**Records supplied:**
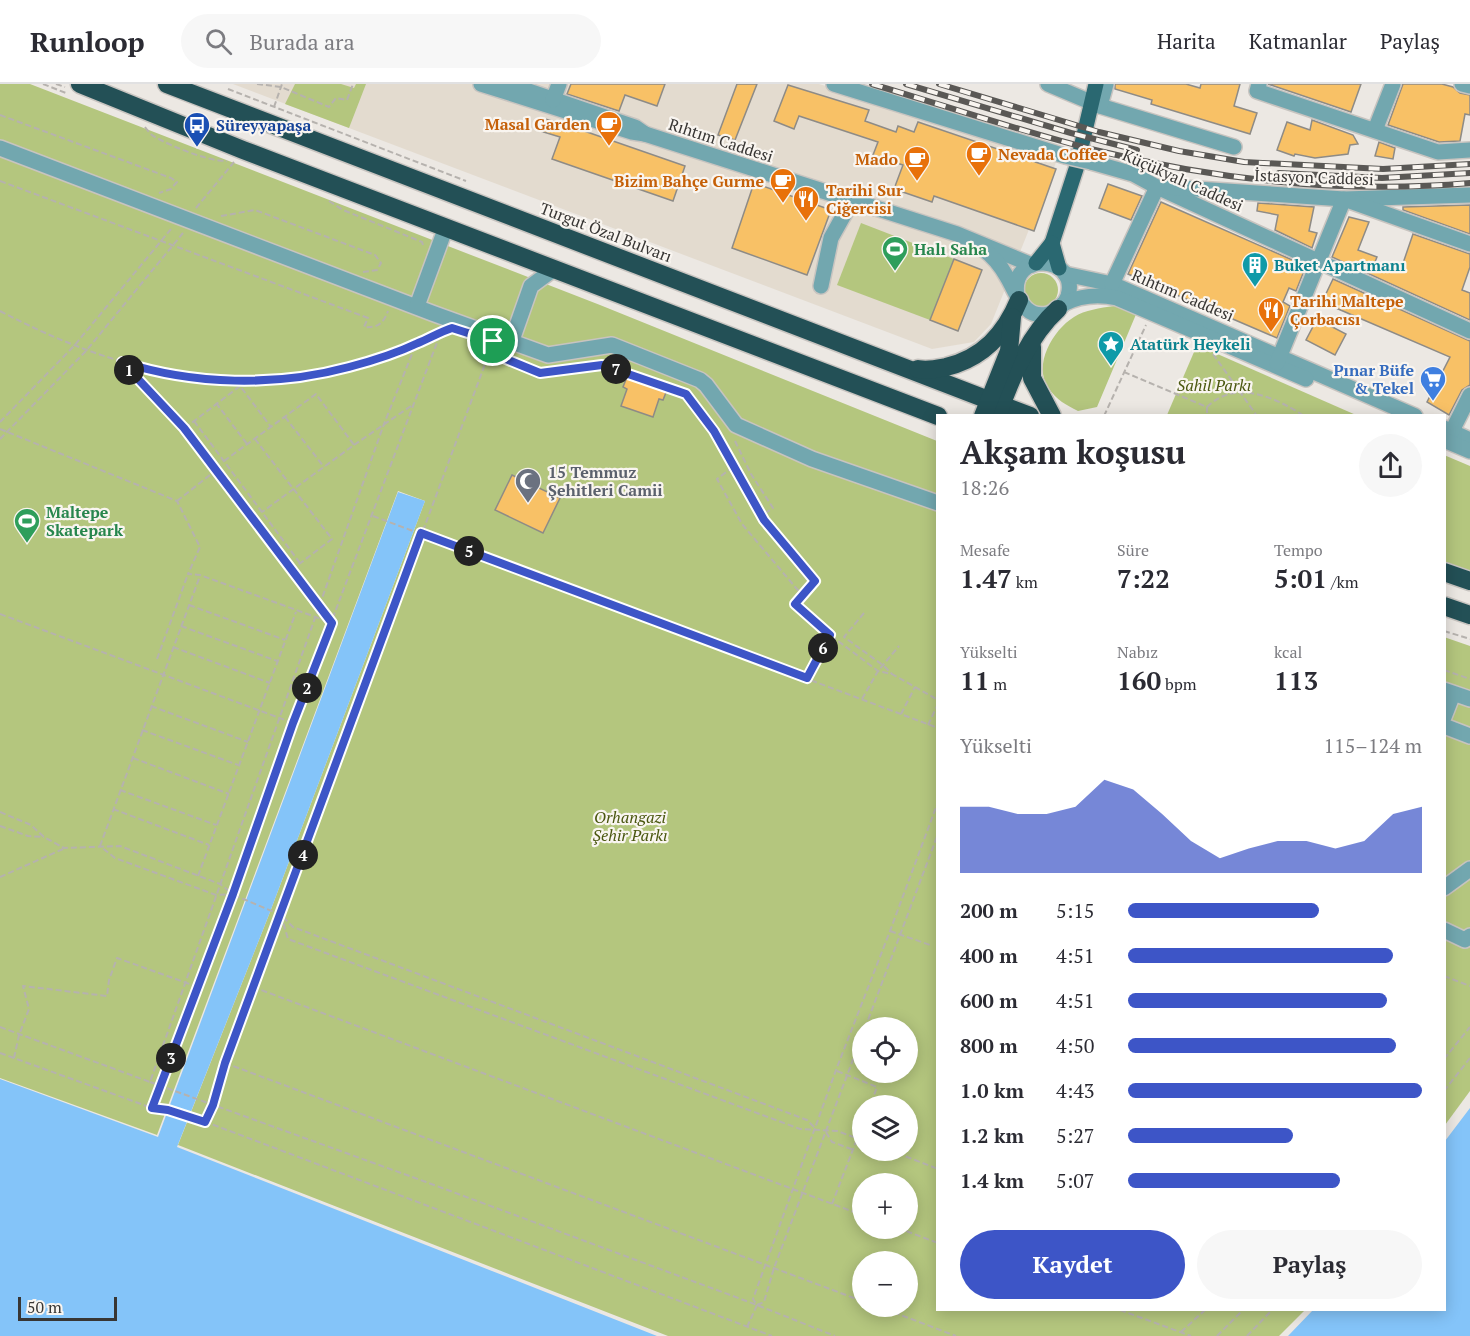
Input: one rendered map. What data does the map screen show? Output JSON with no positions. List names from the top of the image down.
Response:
{
  "streets": {
    "highway": ["Turgut Özal Bulvarı"],
    "street": ["Rıhtım Caddesi", "İstasyon Caddesi", "Küçükyalı Caddesi"]
  },
  "crossings": [
    ["İstasyon Caddesi", "Küçükyalı Caddesi"]
  ],
  "parks": ["Sahil Parkı", "Orhangazi Şehir Parkı"],
  "places": {
    "cafe": [
      "Masal Garden",
      "Nevada Coffee",
      "Mado",
      "Bizim Bahçe Gurme"
    ],
    "bus stop": ["Süreyyapaşa"],
    "restaurant": ["Tarihi Sur Ciğercisi", "Tarihi Maltepe Çorbacısı"],
    "sports": ["Halı Saha", "Maltepe Skatepark"],
    "building": ["Buket Apartmanı"],
    "place": ["Atatürk Heykeli"],
    "supermarket": ["Pınar Büfe & Tekel"],
    "mosque": ["15 Temmuz Şehitleri Camii"]
  },
  "scale_bar": "50 m",
  "page": {
    "header": "Runloop",
    "search": "Burada ara",
    "nav": ["Harita", "Katmanlar", "Paylaş"],
    "pins": [
      "7",
      "1",
      "5",
      "6",
      "2",
      "4",
      "3"
    ],
    "heading": ["Akşam koşusu", "18:26"],
    "stats": [
      ["Mesafe", "1.47 km"],
      ["Süre", "7:22"],
      ["Tempo", "5:01 /km"],
      ["Yükselti", "11 m"],
      ["Nabız", "160 bpm"],
      ["kcal", "113"]
    ],
    "chart": ["Yükselti", "115–124 m"],
    "list": [
      {
        "name": "200 m",
        "note": "5:15"
      },
      {
        "name": "400 m",
        "note": "4:51"
      },
      {
        "name": "600 m",
        "note": "4:51"
      },
      {
        "name": "800 m",
        "note": "4:50"
      },
      {
        "name": "1.0 km",
        "note": "4:43"
      },
      {
        "name": "1.2 km",
        "note": "5:27"
      },
      {
        "name": "1.4 km",
        "note": "5:07"
      }
    ],
    "map_buttons": ["+", "−"],
    "buttons": ["Kaydet", "Paylaş"],
    "scale": "50 m"
  }
}
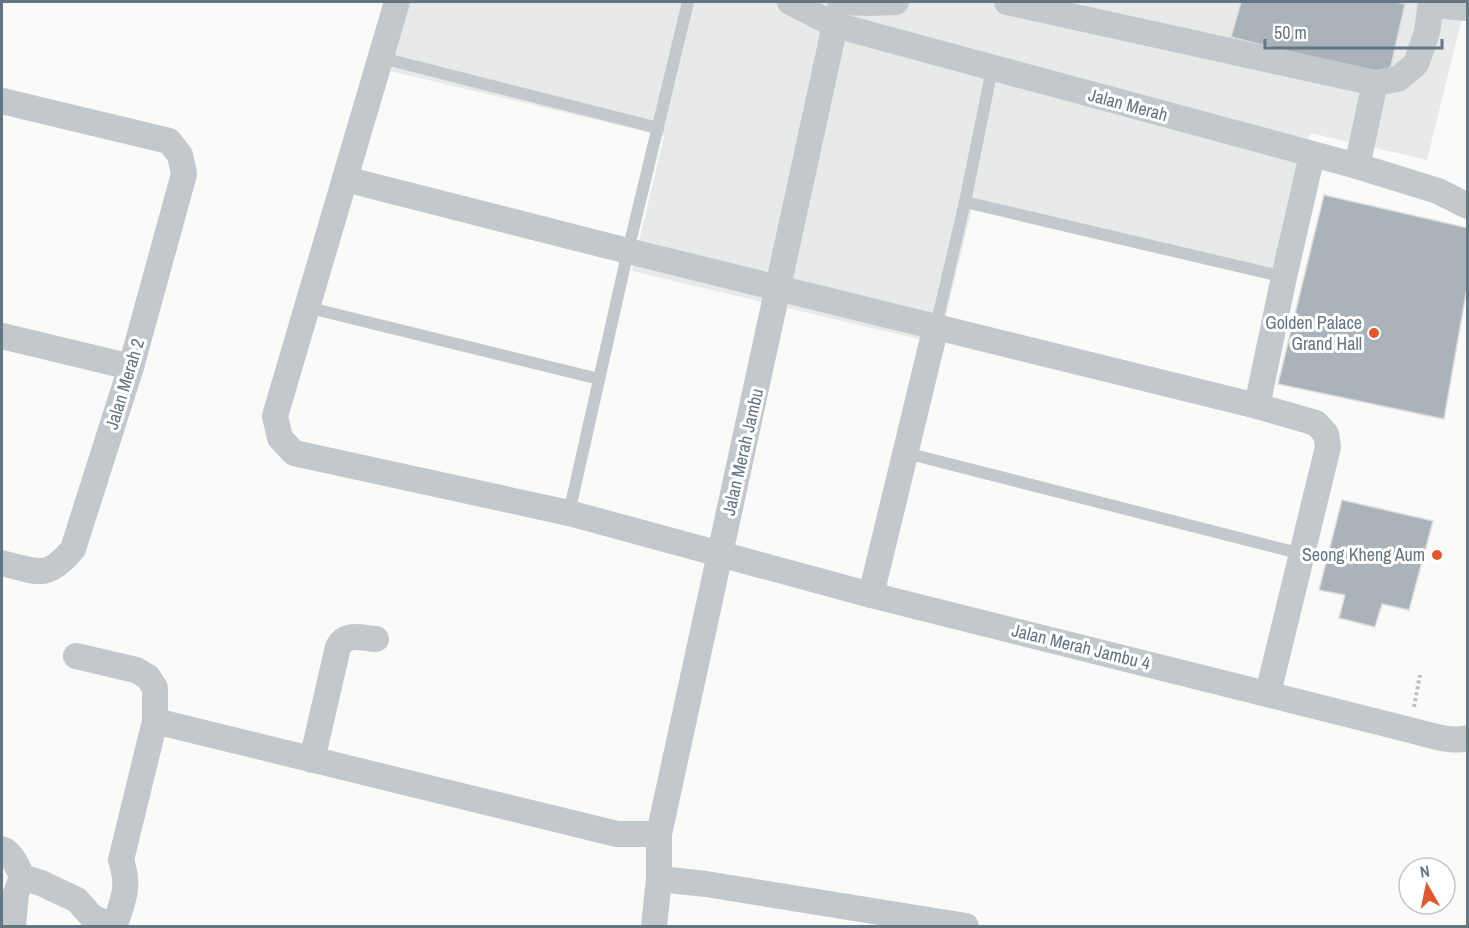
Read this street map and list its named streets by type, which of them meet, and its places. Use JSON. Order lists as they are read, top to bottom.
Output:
{
  "streets": {
    "street": [
      "Jalan Merah",
      "Jalan Merah 2",
      "Jalan Merah Jambu",
      "Jalan Merah Jambu 4"
    ]
  },
  "crossings": [
    ["Jalan Merah", "Jalan Merah Jambu"],
    ["Jalan Merah Jambu", "Jalan Merah Jambu 4"]
  ],
  "places": ["Golden Palace Grand Hall", "Seong Kheng Aum"],
  "scale_bar": "50 m",
  "north": "top"
}
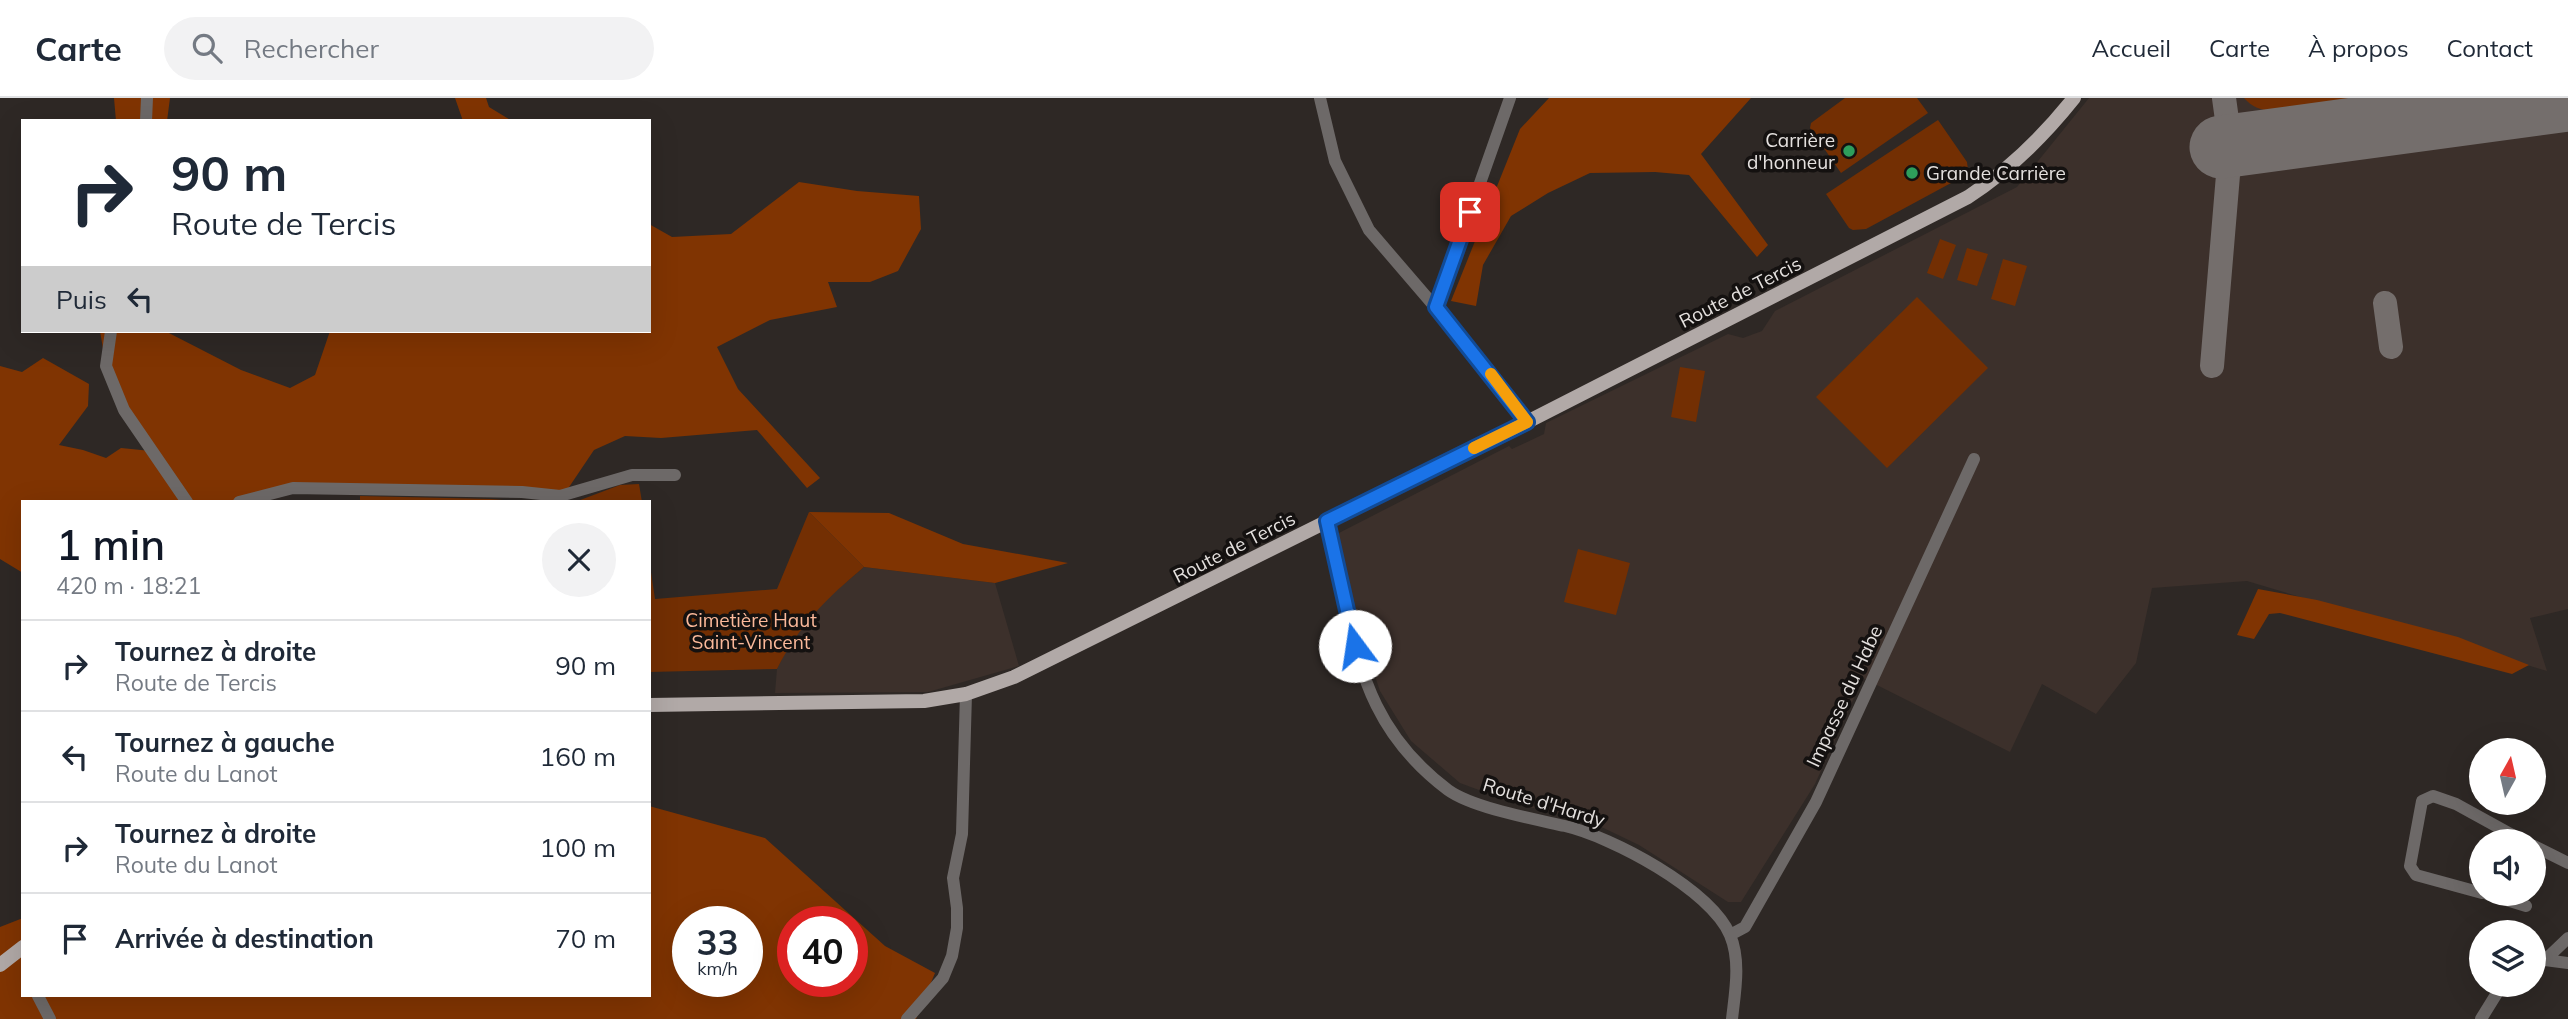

**Your objective:** What is needed is the data above, retyped exactly, with every picture left out.

**Reply:**
Input: one rendered map. What data does the map screen show? Output JSON with no positions. List names from the top of the image down.
Response:
{
  "streets": {
    "highway": ["Turgut Özal Bulvarı"],
    "street": ["Rıhtım Caddesi", "İstasyon Caddesi", "Küçükyalı Caddesi"]
  },
  "crossings": [
    ["İstasyon Caddesi", "Küçükyalı Caddesi"]
  ],
  "parks": ["Sahil Parkı", "Orhangazi Şehir Parkı"],
  "places": {
    "cafe": [
      "Masal Garden",
      "Nevada Coffee",
      "Mado",
      "Bizim Bahçe Gurme"
    ],
    "bus stop": ["Süreyyapaşa"],
    "restaurant": ["Tarihi Sur Ciğercisi", "Tarihi Maltepe Çorbacısı"],
    "sports": ["Halı Saha", "Maltepe Skatepark"],
    "building": ["Buket Apartmanı"],
    "place": ["Atatürk Heykeli"],
    "supermarket": ["Pınar Büfe & Tekel"],
    "mosque": ["15 Temmuz Şehitleri Camii"]
  },
  "scale_bar": "50 m",
  "page": {
    "header": "Runloop",
    "search": "Burada ara",
    "nav": ["Harita", "Katmanlar", "Paylaş"],
    "pins": [
      "7",
      "1",
      "5",
      "6",
      "2",
      "4",
      "3"
    ],
    "heading": ["Akşam koşusu", "18:26"],
    "stats": [
      ["Mesafe", "1.47 km"],
      ["Süre", "7:22"],
      ["Tempo", "5:01 /km"],
      ["Yükselti", "11 m"],
      ["Nabız", "160 bpm"],
      ["kcal", "113"]
    ],
    "chart": ["Yükselti", "115–124 m"],
    "list": [
      {
        "name": "200 m",
        "note": "5:15"
      },
      {
        "name": "400 m",
        "note": "4:51"
      },
      {
        "name": "600 m",
        "note": "4:51"
      },
      {
        "name": "800 m",
        "note": "4:50"
      },
      {
        "name": "1.0 km",
        "note": "4:43"
      },
      {
        "name": "1.2 km",
        "note": "5:27"
      },
      {
        "name": "1.4 km",
        "note": "5:07"
      }
    ],
    "map_buttons": ["+", "−"],
    "buttons": ["Kaydet", "Paylaş"],
    "scale": "50 m"
  }
}
Read this street map and list its named streets by type, which of them meet, and its places. Use JSON. Order lists as they are read, top to bottom.
Output:
{
  "streets": {
    "street": [
      "Jalan Merah",
      "Jalan Merah 2",
      "Jalan Merah Jambu",
      "Jalan Merah Jambu 4"
    ]
  },
  "crossings": [
    ["Jalan Merah", "Jalan Merah Jambu"],
    ["Jalan Merah Jambu", "Jalan Merah Jambu 4"]
  ],
  "places": ["Golden Palace Grand Hall", "Seong Kheng Aum"],
  "scale_bar": "50 m",
  "north": "top"
}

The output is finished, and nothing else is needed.